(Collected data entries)

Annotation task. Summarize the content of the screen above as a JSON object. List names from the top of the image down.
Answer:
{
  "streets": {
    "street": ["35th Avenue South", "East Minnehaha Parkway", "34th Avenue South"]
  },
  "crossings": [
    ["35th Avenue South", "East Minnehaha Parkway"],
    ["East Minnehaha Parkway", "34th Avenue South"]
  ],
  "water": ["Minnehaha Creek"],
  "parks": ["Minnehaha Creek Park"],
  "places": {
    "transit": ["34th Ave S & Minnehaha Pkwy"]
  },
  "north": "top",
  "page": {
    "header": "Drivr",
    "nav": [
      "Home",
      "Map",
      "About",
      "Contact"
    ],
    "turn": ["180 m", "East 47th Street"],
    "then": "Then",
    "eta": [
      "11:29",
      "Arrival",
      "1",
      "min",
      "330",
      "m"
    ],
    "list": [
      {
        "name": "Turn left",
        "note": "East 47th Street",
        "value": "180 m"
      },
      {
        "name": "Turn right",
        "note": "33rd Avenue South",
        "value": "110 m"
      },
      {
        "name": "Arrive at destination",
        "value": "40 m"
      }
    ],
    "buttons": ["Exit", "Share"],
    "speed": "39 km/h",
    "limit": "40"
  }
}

**Work item**:
The answer must consist of each line in the entries above that includes "Avenue".

**Written solution**:
    "street": ["35th Avenue South", "East Minnehaha Parkway", "34th Avenue South"]
    ["35th Avenue South", "East Minnehaha Parkway"],
    ["East Minnehaha Parkway", "34th Avenue South"]
        "note": "33rd Avenue South",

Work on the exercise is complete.